- **HOW TO COMPLETE THIS TASK**:
A complete, exact copy of the data is the required answer.

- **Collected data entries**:

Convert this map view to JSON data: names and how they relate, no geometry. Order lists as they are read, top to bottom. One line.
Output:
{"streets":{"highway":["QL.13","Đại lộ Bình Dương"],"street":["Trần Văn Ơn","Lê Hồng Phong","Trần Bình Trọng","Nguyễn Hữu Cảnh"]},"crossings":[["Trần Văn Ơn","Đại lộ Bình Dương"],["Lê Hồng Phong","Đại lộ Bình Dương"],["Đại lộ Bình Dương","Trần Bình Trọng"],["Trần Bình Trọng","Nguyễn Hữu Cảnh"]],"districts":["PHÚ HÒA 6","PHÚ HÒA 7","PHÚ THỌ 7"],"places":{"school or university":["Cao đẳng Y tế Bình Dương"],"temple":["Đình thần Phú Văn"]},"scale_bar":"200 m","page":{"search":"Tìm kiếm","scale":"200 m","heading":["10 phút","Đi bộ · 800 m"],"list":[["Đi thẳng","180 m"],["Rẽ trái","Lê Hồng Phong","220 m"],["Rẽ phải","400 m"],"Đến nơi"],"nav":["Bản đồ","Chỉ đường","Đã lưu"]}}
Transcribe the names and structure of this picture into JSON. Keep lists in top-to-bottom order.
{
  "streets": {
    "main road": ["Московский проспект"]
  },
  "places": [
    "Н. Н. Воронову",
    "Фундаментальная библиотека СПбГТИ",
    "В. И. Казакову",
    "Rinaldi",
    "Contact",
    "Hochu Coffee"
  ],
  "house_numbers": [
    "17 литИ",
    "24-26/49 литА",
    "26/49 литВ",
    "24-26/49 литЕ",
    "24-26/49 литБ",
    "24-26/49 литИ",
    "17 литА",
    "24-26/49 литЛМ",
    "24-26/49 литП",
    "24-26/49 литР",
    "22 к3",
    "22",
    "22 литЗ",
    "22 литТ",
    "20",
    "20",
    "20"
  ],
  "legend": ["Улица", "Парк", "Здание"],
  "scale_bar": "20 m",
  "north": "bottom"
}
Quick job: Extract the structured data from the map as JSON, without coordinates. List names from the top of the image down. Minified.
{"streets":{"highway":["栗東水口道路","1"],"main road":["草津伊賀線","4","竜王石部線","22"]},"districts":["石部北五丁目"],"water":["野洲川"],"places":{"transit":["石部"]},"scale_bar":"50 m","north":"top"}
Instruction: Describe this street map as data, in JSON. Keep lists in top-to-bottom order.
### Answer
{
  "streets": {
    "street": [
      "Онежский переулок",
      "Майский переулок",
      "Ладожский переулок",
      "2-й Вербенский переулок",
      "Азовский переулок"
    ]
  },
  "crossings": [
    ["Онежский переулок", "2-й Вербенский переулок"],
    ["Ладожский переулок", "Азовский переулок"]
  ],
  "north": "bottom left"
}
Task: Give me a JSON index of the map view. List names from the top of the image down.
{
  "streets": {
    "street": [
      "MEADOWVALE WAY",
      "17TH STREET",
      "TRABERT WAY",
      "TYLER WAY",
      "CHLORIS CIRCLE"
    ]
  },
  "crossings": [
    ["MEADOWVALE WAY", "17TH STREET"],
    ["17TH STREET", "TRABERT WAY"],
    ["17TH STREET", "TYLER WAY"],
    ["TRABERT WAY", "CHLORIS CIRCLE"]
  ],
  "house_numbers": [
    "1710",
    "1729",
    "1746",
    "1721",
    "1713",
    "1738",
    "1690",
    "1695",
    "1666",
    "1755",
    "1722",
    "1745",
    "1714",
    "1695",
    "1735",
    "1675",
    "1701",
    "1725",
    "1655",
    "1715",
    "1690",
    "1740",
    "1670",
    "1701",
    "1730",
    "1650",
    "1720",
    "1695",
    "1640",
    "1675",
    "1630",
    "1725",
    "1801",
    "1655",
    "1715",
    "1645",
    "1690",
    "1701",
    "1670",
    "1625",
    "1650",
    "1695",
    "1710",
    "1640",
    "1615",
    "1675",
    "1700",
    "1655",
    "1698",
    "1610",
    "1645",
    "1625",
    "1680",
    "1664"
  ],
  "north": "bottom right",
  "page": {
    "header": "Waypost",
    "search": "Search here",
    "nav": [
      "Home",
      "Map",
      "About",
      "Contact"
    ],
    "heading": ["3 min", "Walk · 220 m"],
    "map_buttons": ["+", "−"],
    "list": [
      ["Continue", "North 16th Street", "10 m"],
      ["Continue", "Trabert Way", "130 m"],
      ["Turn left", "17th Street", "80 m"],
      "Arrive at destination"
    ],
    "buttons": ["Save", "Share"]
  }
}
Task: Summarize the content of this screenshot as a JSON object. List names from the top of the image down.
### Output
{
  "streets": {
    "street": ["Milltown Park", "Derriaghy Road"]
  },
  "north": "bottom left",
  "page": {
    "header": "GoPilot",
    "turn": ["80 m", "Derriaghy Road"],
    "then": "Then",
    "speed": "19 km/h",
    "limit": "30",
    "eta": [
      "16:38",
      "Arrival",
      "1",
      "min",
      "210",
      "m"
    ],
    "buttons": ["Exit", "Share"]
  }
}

- **SOLUTION TO THE EXERCISE**:
Convert this map view to JSON data: names and how they relate, no geometry. Order lists as they are read, top to bottom. One line.
Output:
{"streets":{"highway":["QL.13","Đại lộ Bình Dương"],"street":["Trần Văn Ơn","Lê Hồng Phong","Trần Bình Trọng","Nguyễn Hữu Cảnh"]},"crossings":[["Trần Văn Ơn","Đại lộ Bình Dương"],["Lê Hồng Phong","Đại lộ Bình Dương"],["Đại lộ Bình Dương","Trần Bình Trọng"],["Trần Bình Trọng","Nguyễn Hữu Cảnh"]],"districts":["PHÚ HÒA 6","PHÚ HÒA 7","PHÚ THỌ 7"],"places":{"school or university":["Cao đẳng Y tế Bình Dương"],"temple":["Đình thần Phú Văn"]},"scale_bar":"200 m","page":{"search":"Tìm kiếm","scale":"200 m","heading":["10 phút","Đi bộ · 800 m"],"list":[["Đi thẳng","180 m"],["Rẽ trái","Lê Hồng Phong","220 m"],["Rẽ phải","400 m"],"Đến nơi"],"nav":["Bản đồ","Chỉ đường","Đã lưu"]}}
Transcribe the names and structure of this picture into JSON. Keep lists in top-to-bottom order.
{
  "streets": {
    "main road": ["Московский проспект"]
  },
  "places": [
    "Н. Н. Воронову",
    "Фундаментальная библиотека СПбГТИ",
    "В. И. Казакову",
    "Rinaldi",
    "Contact",
    "Hochu Coffee"
  ],
  "house_numbers": [
    "17 литИ",
    "24-26/49 литА",
    "26/49 литВ",
    "24-26/49 литЕ",
    "24-26/49 литБ",
    "24-26/49 литИ",
    "17 литА",
    "24-26/49 литЛМ",
    "24-26/49 литП",
    "24-26/49 литР",
    "22 к3",
    "22",
    "22 литЗ",
    "22 литТ",
    "20",
    "20",
    "20"
  ],
  "legend": ["Улица", "Парк", "Здание"],
  "scale_bar": "20 m",
  "north": "bottom"
}
Quick job: Extract the structured data from the map as JSON, without coordinates. List names from the top of the image down. Minified.
{"streets":{"highway":["栗東水口道路","1"],"main road":["草津伊賀線","4","竜王石部線","22"]},"districts":["石部北五丁目"],"water":["野洲川"],"places":{"transit":["石部"]},"scale_bar":"50 m","north":"top"}
Instruction: Describe this street map as data, in JSON. Keep lists in top-to-bottom order.
### Answer
{
  "streets": {
    "street": [
      "Онежский переулок",
      "Майский переулок",
      "Ладожский переулок",
      "2-й Вербенский переулок",
      "Азовский переулок"
    ]
  },
  "crossings": [
    ["Онежский переулок", "2-й Вербенский переулок"],
    ["Ладожский переулок", "Азовский переулок"]
  ],
  "north": "bottom left"
}
Task: Give me a JSON index of the map view. List names from the top of the image down.
{
  "streets": {
    "street": [
      "MEADOWVALE WAY",
      "17TH STREET",
      "TRABERT WAY",
      "TYLER WAY",
      "CHLORIS CIRCLE"
    ]
  },
  "crossings": [
    ["MEADOWVALE WAY", "17TH STREET"],
    ["17TH STREET", "TRABERT WAY"],
    ["17TH STREET", "TYLER WAY"],
    ["TRABERT WAY", "CHLORIS CIRCLE"]
  ],
  "house_numbers": [
    "1710",
    "1729",
    "1746",
    "1721",
    "1713",
    "1738",
    "1690",
    "1695",
    "1666",
    "1755",
    "1722",
    "1745",
    "1714",
    "1695",
    "1735",
    "1675",
    "1701",
    "1725",
    "1655",
    "1715",
    "1690",
    "1740",
    "1670",
    "1701",
    "1730",
    "1650",
    "1720",
    "1695",
    "1640",
    "1675",
    "1630",
    "1725",
    "1801",
    "1655",
    "1715",
    "1645",
    "1690",
    "1701",
    "1670",
    "1625",
    "1650",
    "1695",
    "1710",
    "1640",
    "1615",
    "1675",
    "1700",
    "1655",
    "1698",
    "1610",
    "1645",
    "1625",
    "1680",
    "1664"
  ],
  "north": "bottom right",
  "page": {
    "header": "Waypost",
    "search": "Search here",
    "nav": [
      "Home",
      "Map",
      "About",
      "Contact"
    ],
    "heading": ["3 min", "Walk · 220 m"],
    "map_buttons": ["+", "−"],
    "list": [
      ["Continue", "North 16th Street", "10 m"],
      ["Continue", "Trabert Way", "130 m"],
      ["Turn left", "17th Street", "80 m"],
      "Arrive at destination"
    ],
    "buttons": ["Save", "Share"]
  }
}
Task: Summarize the content of this screenshot as a JSON object. List names from the top of the image down.
### Output
{
  "streets": {
    "street": ["Milltown Park", "Derriaghy Road"]
  },
  "north": "bottom left",
  "page": {
    "header": "GoPilot",
    "turn": ["80 m", "Derriaghy Road"],
    "then": "Then",
    "speed": "19 km/h",
    "limit": "30",
    "eta": [
      "16:38",
      "Arrival",
      "1",
      "min",
      "210",
      "m"
    ],
    "buttons": ["Exit", "Share"]
  }
}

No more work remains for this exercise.